In fresh documentary developments, Image Entertainment introduces two influential features by filmmaking brothers David and Albert Maysles the compelling 1969 Salesman, chronicling the daily routines of a quartet of Bible salesmen, and 1976's Grey Gardens, a gritty look at Jackie Onassis' eccentric aunt and cousin, then living on a dilapidated Long Island estate ($39.95 each DVD).
Elsewhere, Dimension reprices the fun Full Tilt Boogie ($14.98 VHS), which takes us behind the scenes of the Quentin Tarantino-Robert Rodriguez vampire romp "From Dusk Till Dawn," with George Clooney, Juliette Lewis and Harvey Keitel.

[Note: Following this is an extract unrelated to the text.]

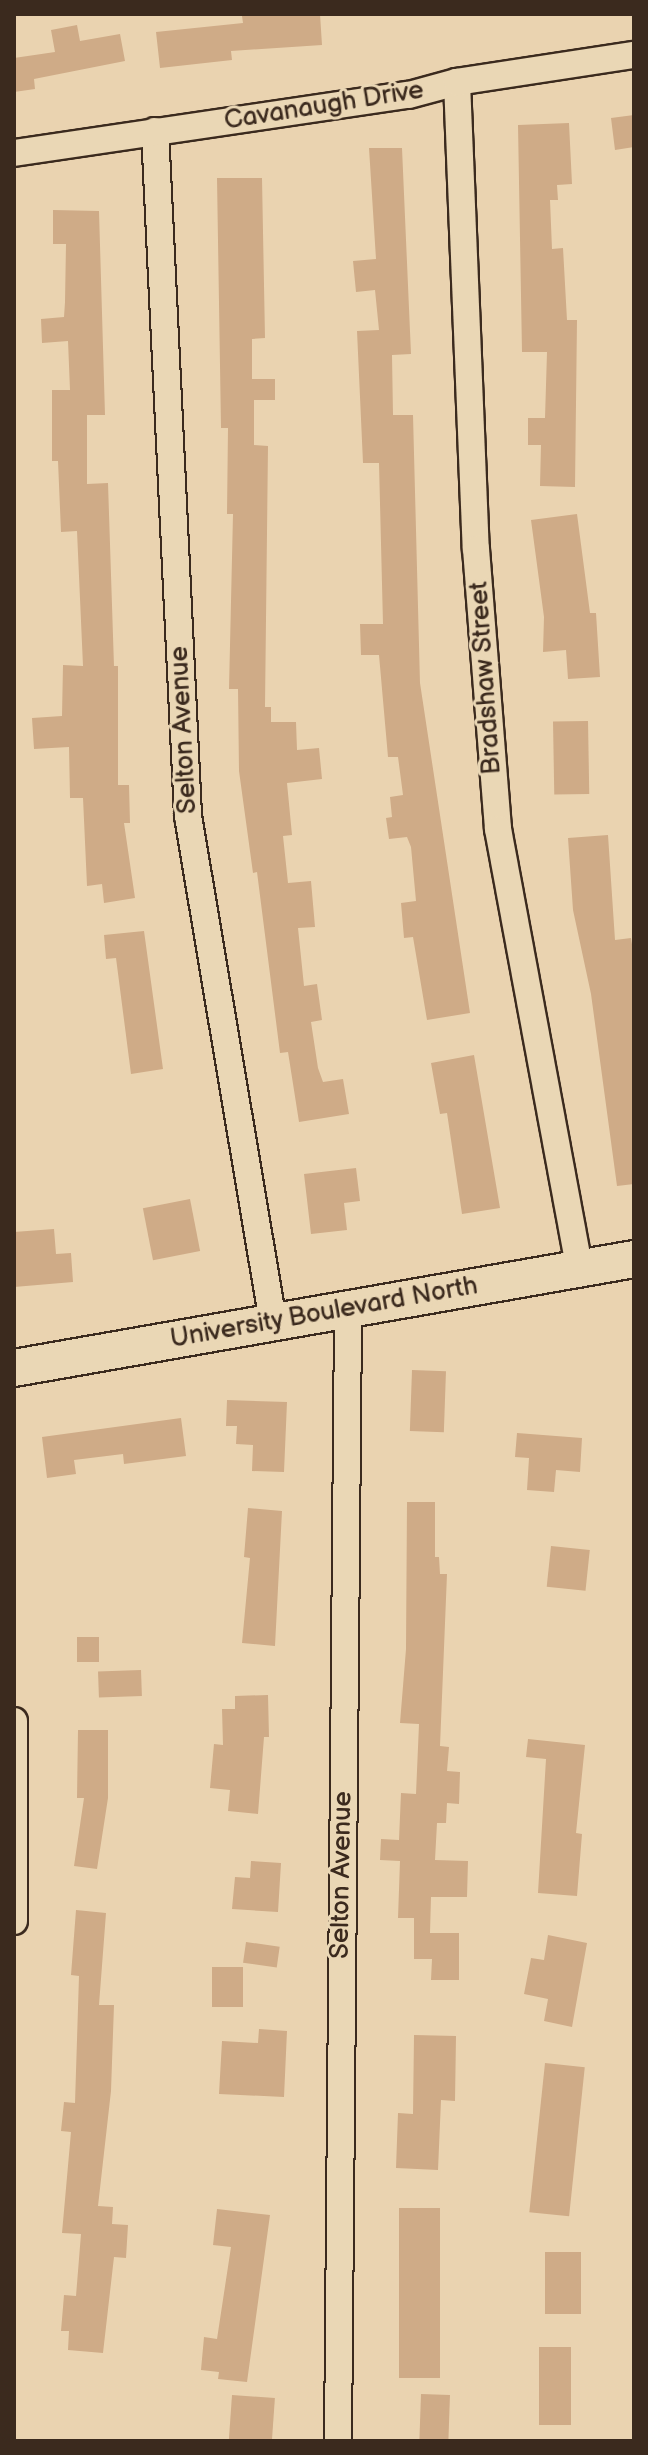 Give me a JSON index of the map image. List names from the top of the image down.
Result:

New Video issues the acclaimed softball study Fastpitch ($19.95 VHS, $24.95 DVD). Third Coast Video gets down with Beach Party: The Movie 2001 ($19.98 DVD). ADV Films offers three volumes of Cheaters: The Best of Reality TV ($16.98 each VHS).

Phan mail

Dear Phantom: I've been looking high and low for the Anthony Hopkins film Magic, where he plays a mad ventriloquist. Any chance of finding it on video?
Vincent Lewis, via e-mail
Certainly would seem high time, with "Hannibal" due on video next month, to reissue that 1978 Hopkins horror the tape has been out of circulation since its original label Embassy Home Entertainment went belly up years back. Your best bet for a copy would be an online auction site like E-Bay; for rental copies, try Video Vault (800/ VAULT-66).